NICE has today issued its final appraisal determination recommending three biological drugs for moderate to severe Ulcerative Colitis where conventional treatments (such as steroids, mercaptopurine or azathioprine) have failed.
We applaud NICE decision to ensure access to additional treatment options for people with UC
This will enable people in this situation, who have very limited options currently, to access infliximab, adalimumab or golimumab as maintenance therapy.
This is fantastic news for people with moderate to severe Ulcerative Colitis as it gives them much-needed additional treatment options. We know that these drugs can be life-transforming for people who live with these distressing and debilitating symptoms, who have had problems or no success with other treatments and may be facing surgery. We very much welcome this landmark decision.
In its interim guidance of 24th September 2014, NICE did not recommend the treatments, but has revised this decision, having fully considered all the evidence presented by individuals and patient and professional organisations, as well as that provided by the manufacturers.
Crohn's & Colitis UK presented a large number of powerful individual submissions to NICE as part of its contribution to the evaluation and nominated patient experts to participate in the Committee discussions. The patient experts helped the Committee to understand the real life experience of having Ulcerative Colitis and their participation was highly valued.

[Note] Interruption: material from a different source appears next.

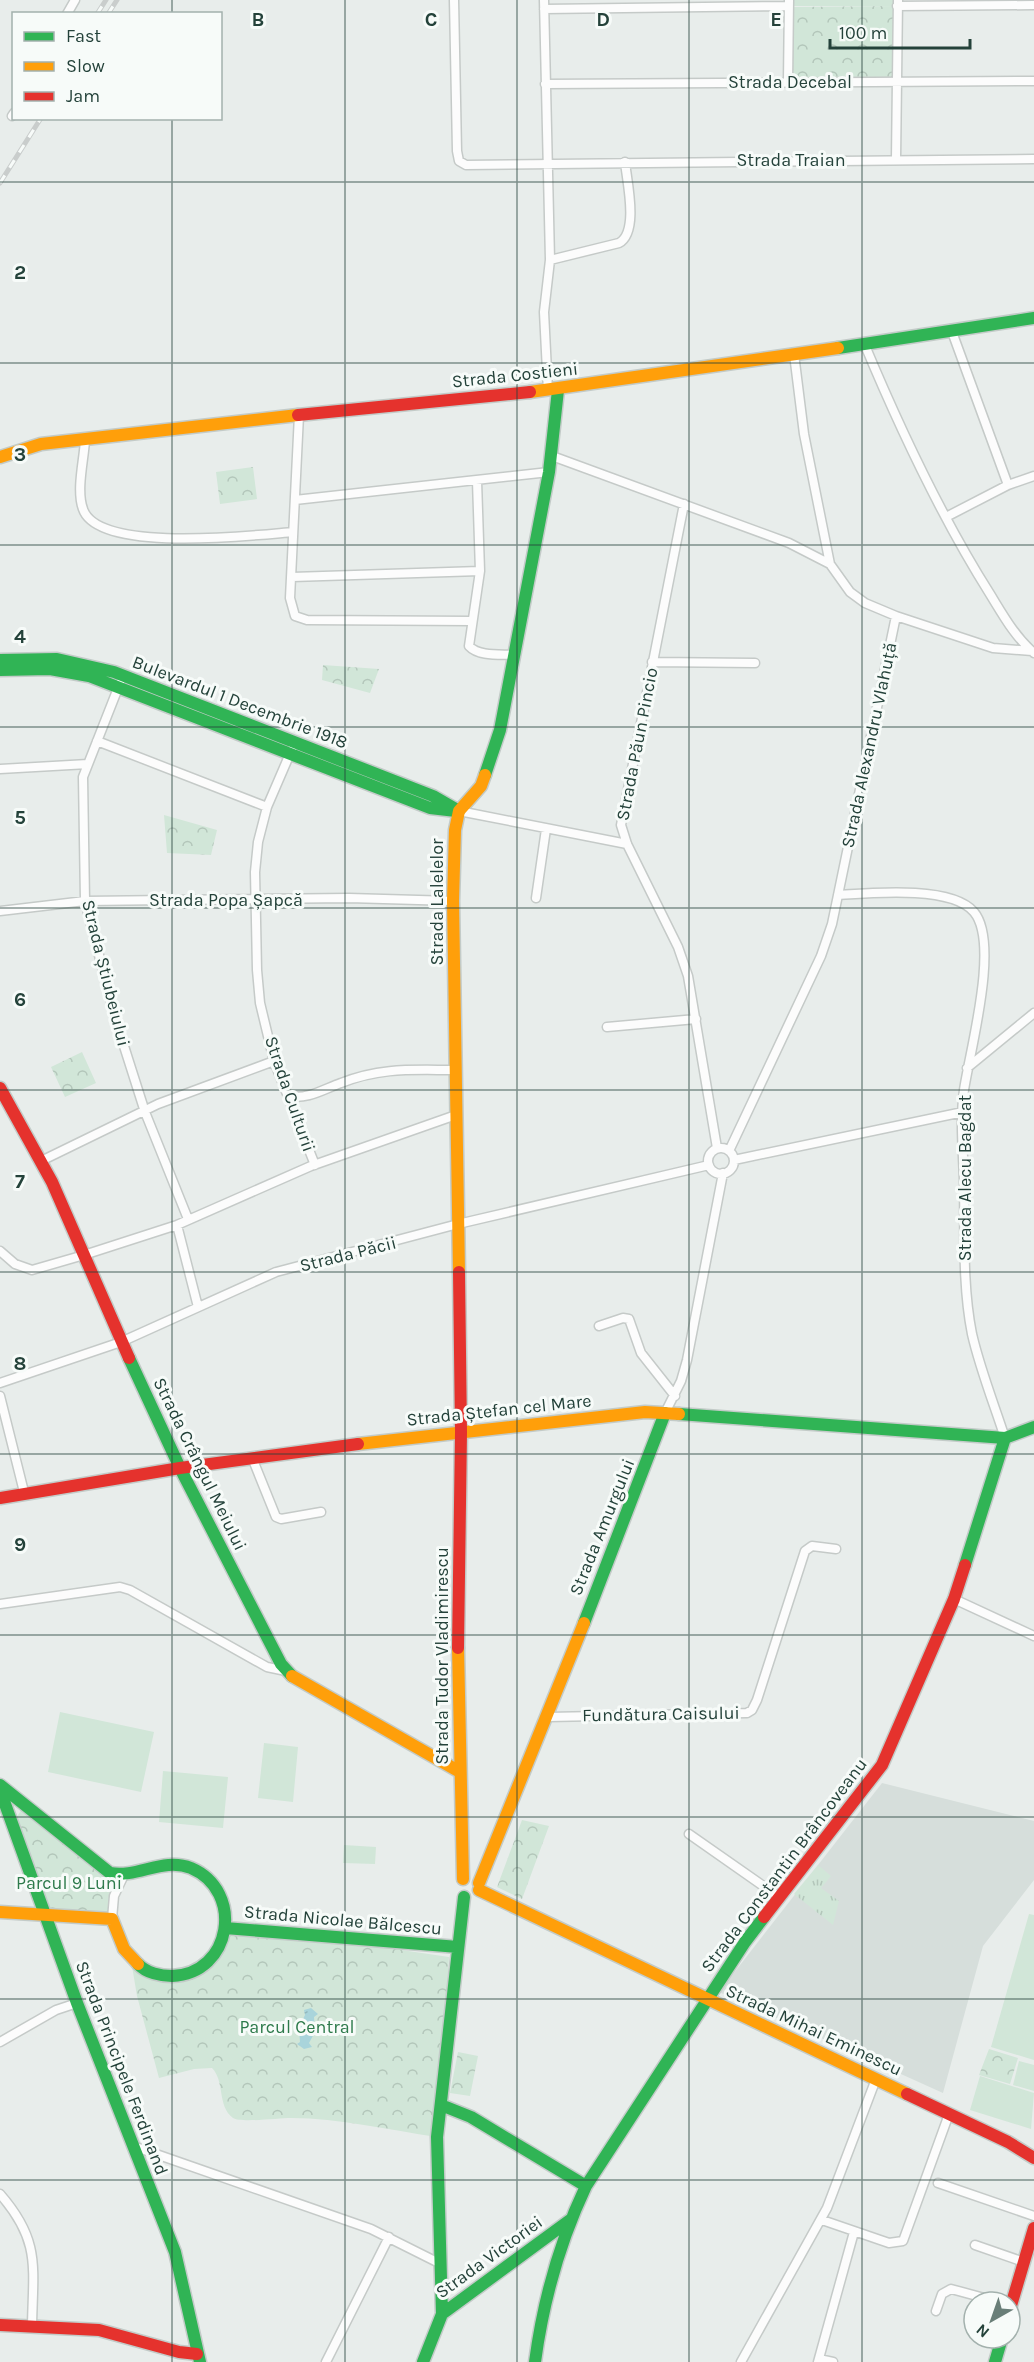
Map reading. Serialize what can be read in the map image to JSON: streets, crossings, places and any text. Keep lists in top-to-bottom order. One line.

I am delighted by this decision from NICE. Infliximab has been hugely important to me in that it has allowed me to regain control of my life. I was also very happy to be involved with the appraisal process and felt that what I had to say was listened to by the committee. It is great to know that, going forward, more people with Ulcerative Colitis will reap the benefits of these treatments as I have done.
For more information on this release or interviews with Helen Terry or a patient case study, please contact Christian Rogers on 01428 607627 or email media@crohnsandcolitis.org.uk
Note to Editors:
- Infliximab (Remicade), adalimumab (Humira) and golimumab (Simponi) work by targeting a protein in the body called TNF-alpha (tumour necrosis factor-alpha). TNF alpha is naturally produced as part of our immune response, to help fight infections by temporarily causing inflammation in affected areas. Over-production of this protein is thought to be partly responsible for the type of chronic (ongoing) inflammation found in IBD. Infliximab, adalimumab and golimumab bind to TNF-alpha, helping to prevent inflammation and relieve symptoms. These drugs and others are known as 'anti-TNFs'.
- This recommendation brings access to anti-TNF drugs in line with guidelines for Crohn's Disease. NICE guidance TA187, published in May 2010, covers infliximab and adalimumab as maintenance therapy.
- Vedolizumab (Entyvio) is another biological treatment currently being appraised by NICE for Ulcerative Colitis and Crohn's Disease. Vedolizumab works in a different way by blocking white blood cells, rather than binding to TNF-alpha cells. NICE issued interim guidance on 26th November recommending vedolizumab for moderate to severe Ulcerative Colitis, when conventional treatments have failed, except where people have previously been treated with anti-TNF drugs. Public consultation on this is open until 5pm, 17th December. The Appraisal Consultation Document for vedolizumab for Crohn's Disease has not yet been issued and is expected late December/early January.
- Ulcerative Colitis (UC) is a debilitating form of inflammatory bowel disease (IBD) that causes inflammation and ulceration in the inner lining of the large intestine (colon) or rectum (proctitis).The most common symptoms of UC include abdominal pain and bloody diarrhoea. People with UC may also experience fatigue, weight loss, loss of appetite and rectal bleeding. Around 146,000 people in the UK live with ulcerative colitis. Each year, between 6,000 and 12,000 people are diagnosed with the condition, with the peak age of diagnosis between the ages of 15 and 25 years, followed by a smaller peak between 55 and 65 years.